Dive Brief:
- Vertex plans to advance an experimental drug it’s developing for acute pain into late-stage testing later this year after reporting positive results from two Phase 2 trials testing the medicine after bunion or stomach surgery.
- Treatment with a high dose of the drug, which Vertex designed to be an alternative to opioid-based painkillers, provided significantly greater pain relief than placebo over the first two days after surgery, Vertex said in a statement Thursday. Two lower doses did not show a meaningful benefit versus placebo in either trial.
- According to Vertex, side effects were most commonly nausea, headache and constipation and were generally classified as mild or moderate. Only two participants in one of the trials stopped treatment due to side effects, which the company said were not related to its drug.
Dive Insight:
Vertex’s drug, dubbed VX-548, is the product of years of work by the company to target a cellular pathway implicated in pain signaling. The biotech company advanced at least three other drug candidates aimed at the same target before settling on VX-548.
Carmen Bozic, Vertex’s chief medical officer, said in a statement that the data disclosed Thursday met the company’s “high expectations of achieving therapeutic pain control.” Vertex plans to discuss the results with regulators before advancing VX-548 into Phase 3 testing, which it anticipates beginning in the second half of 2022.
In the first trial, Vertex enrolled 274 patients undergoing bunionectomy and randomized them to receive either a placebo, one of three doses of VX-548, or a regimen of an opioid painkiller and Tylenol.

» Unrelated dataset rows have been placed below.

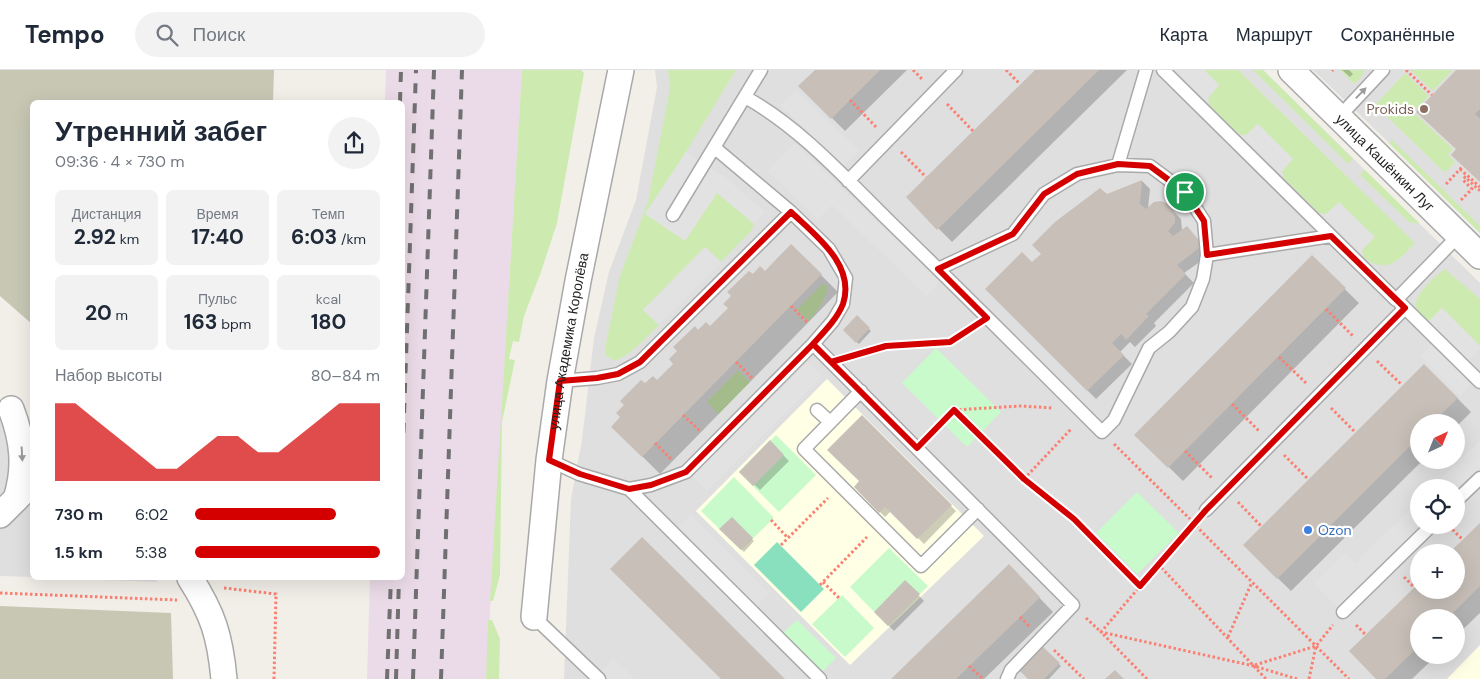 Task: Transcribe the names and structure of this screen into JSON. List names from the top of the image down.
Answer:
{
  "streets": {
    "street": ["улица Кашёнкин Луг", "улица Академика Королёва"]
  },
  "places": ["Prokids", "Ozon"],
  "north": "top right",
  "page": {
    "header": "Tempo",
    "search": "Поиск",
    "nav": ["Карта", "Маршрут", "Сохранённые"],
    "heading": ["Утренний забег", "09:36 · 4 × 730 m"],
    "stats": [
      ["Дистанция", "2.92 km"],
      ["Время", "17:40"],
      ["Темп", "6:03 /km"],
      ["20 m"],
      ["Пульс", "163 bpm"],
      ["kcal", "180"]
    ],
    "chart": ["Набор высоты", "80–84 m"],
    "map_buttons": ["+", "−"],
    "list": [
      {
        "name": "730 m",
        "note": "6:02"
      },
      {
        "name": "1.5 km",
        "note": "5:38"
      }
    ]
  }
} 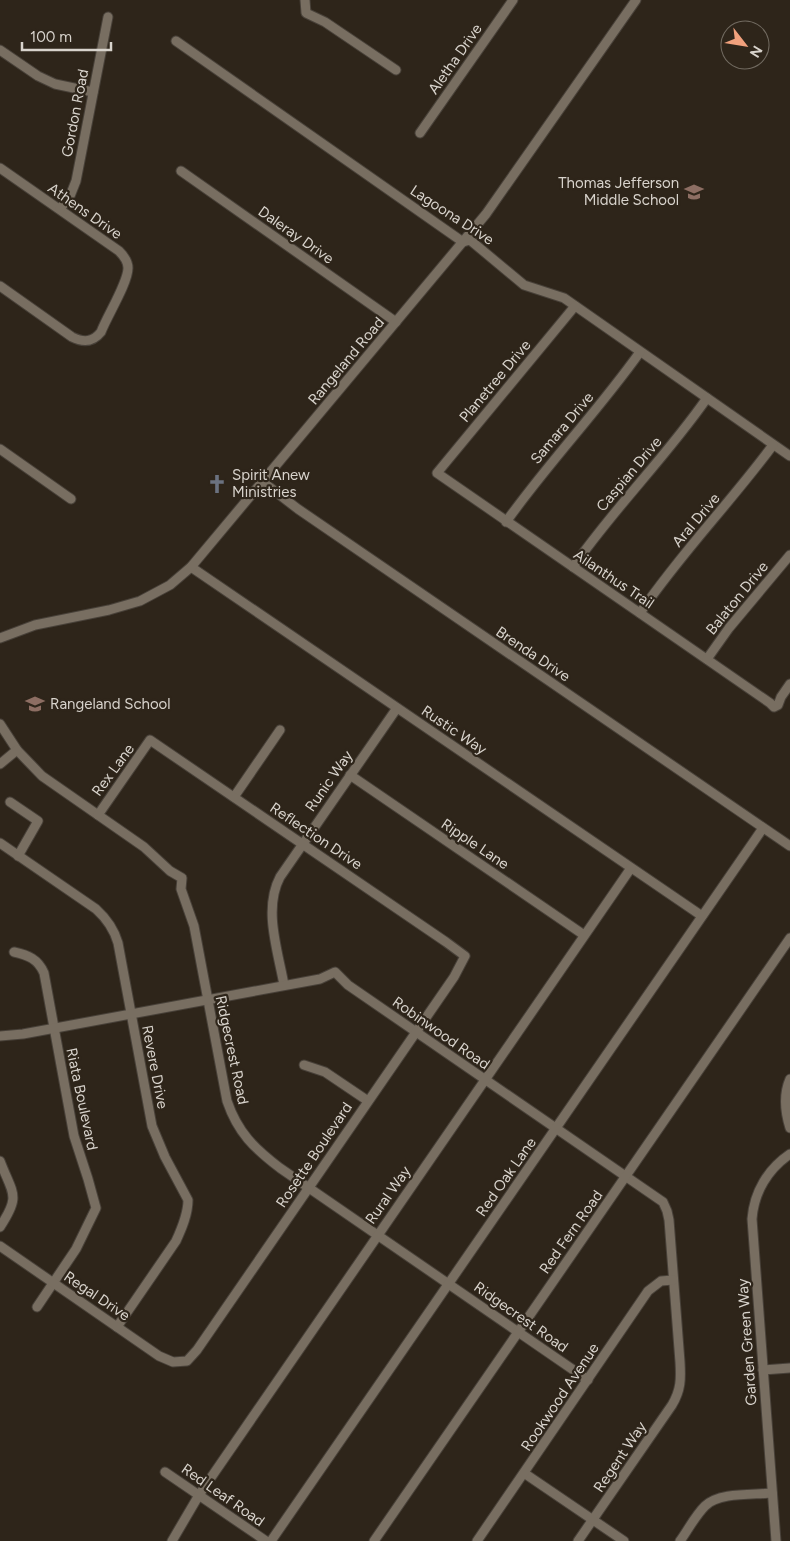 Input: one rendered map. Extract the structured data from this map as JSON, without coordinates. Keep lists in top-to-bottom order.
{
  "streets": {
    "street": [
      "Aletha Drive",
      "Gordon Road",
      "Athens Drive",
      "Lagoona Drive",
      "Daleray Drive",
      "Rangeland Road",
      "Planetree Drive",
      "Samara Drive",
      "Caspian Drive",
      "Aral Drive",
      "Ailanthus Trail",
      "Balaton Drive",
      "Brenda Drive",
      "Rustic Way",
      "Rex Lane",
      "Runic Way",
      "Reflection Drive",
      "Ripple Lane",
      "Robinwood Road",
      "Ridgecrest Road",
      "Revere Drive",
      "Riata Boulevard",
      "Rosette Boulevard",
      "Red Oak Lane",
      "Rural Way",
      "Red Fern Road",
      "Regal Drive",
      "Garden Green Way",
      "Rookwood Avenue",
      "Regent Way",
      "Red Leaf Road"
    ]
  },
  "crossings": [
    ["Gordon Road", "Athens Drive"],
    ["Lagoona Drive", "Rangeland Road"],
    ["Lagoona Drive", "Planetree Drive"],
    ["Lagoona Drive", "Samara Drive"],
    ["Lagoona Drive", "Caspian Drive"],
    ["Lagoona Drive", "Aral Drive"],
    ["Daleray Drive", "Rangeland Road"],
    ["Rangeland Road", "Brenda Drive"],
    ["Rangeland Road", "Rustic Way"],
    ["Planetree Drive", "Ailanthus Trail"],
    ["Samara Drive", "Ailanthus Trail"],
    ["Caspian Drive", "Ailanthus Trail"],
    ["Aral Drive", "Ailanthus Trail"],
    ["Ailanthus Trail", "Balaton Drive"],
    ["Brenda Drive", "Red Oak Lane"],
    ["Rustic Way", "Runic Way"],
    ["Rustic Way", "Red Oak Lane"],
    ["Rustic Way", "Rural Way"],
    ["Rex Lane", "Reflection Drive"],
    ["Rex Lane", "Ridgecrest Road"],
    ["Runic Way", "Reflection Drive"],
    ["Runic Way", "Ripple Lane"],
    ["Runic Way", "Robinwood Road"],
    ["Reflection Drive", "Rosette Boulevard"],
    ["Ripple Lane", "Rural Way"],
    ["Robinwood Road", "Ridgecrest Road"],
    ["Robinwood Road", "Revere Drive"],
    ["Robinwood Road", "Riata Boulevard"],
    ["Robinwood Road", "Rosette Boulevard"],
    ["Robinwood Road", "Red Oak Lane"],
    ["Robinwood Road", "Rural Way"],
    ["Robinwood Road", "Red Fern Road"],
    ["Robinwood Road", "Rookwood Avenue"],
    ["Robinwood Road", "Regent Way"],
    ["Ridgecrest Road", "Rosette Boulevard"],
    ["Ridgecrest Road", "Red Oak Lane"],
    ["Ridgecrest Road", "Rural Way"],
    ["Ridgecrest Road", "Red Fern Road"],
    ["Ridgecrest Road", "Rookwood Avenue"],
    ["Revere Drive", "Regal Drive"],
    ["Riata Boulevard", "Regal Drive"],
    ["Rosette Boulevard", "Regal Drive"],
    ["Rural Way", "Red Leaf Road"]
  ],
  "places": {
    "school or university": ["Thomas Jefferson Middle School", "Rangeland School"],
    "church": ["Spirit Anew Ministries"]
  },
  "scale_bar": "100 m",
  "north": "bottom right"
}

The highest dose of VX-548 significantly improved pain relief versus placebo on a rating scale known as SPID48 and produced better scores than reported in the opioid group, although the company didn’t directly compare those two arms.
Neither the low nor the middle dose of VX-548 led to significant improvements over placebo and scores in the middle dose group were lower than observed in placebo — notable as companies typically hope to report a consistent relationship between increasing dose and treatment response.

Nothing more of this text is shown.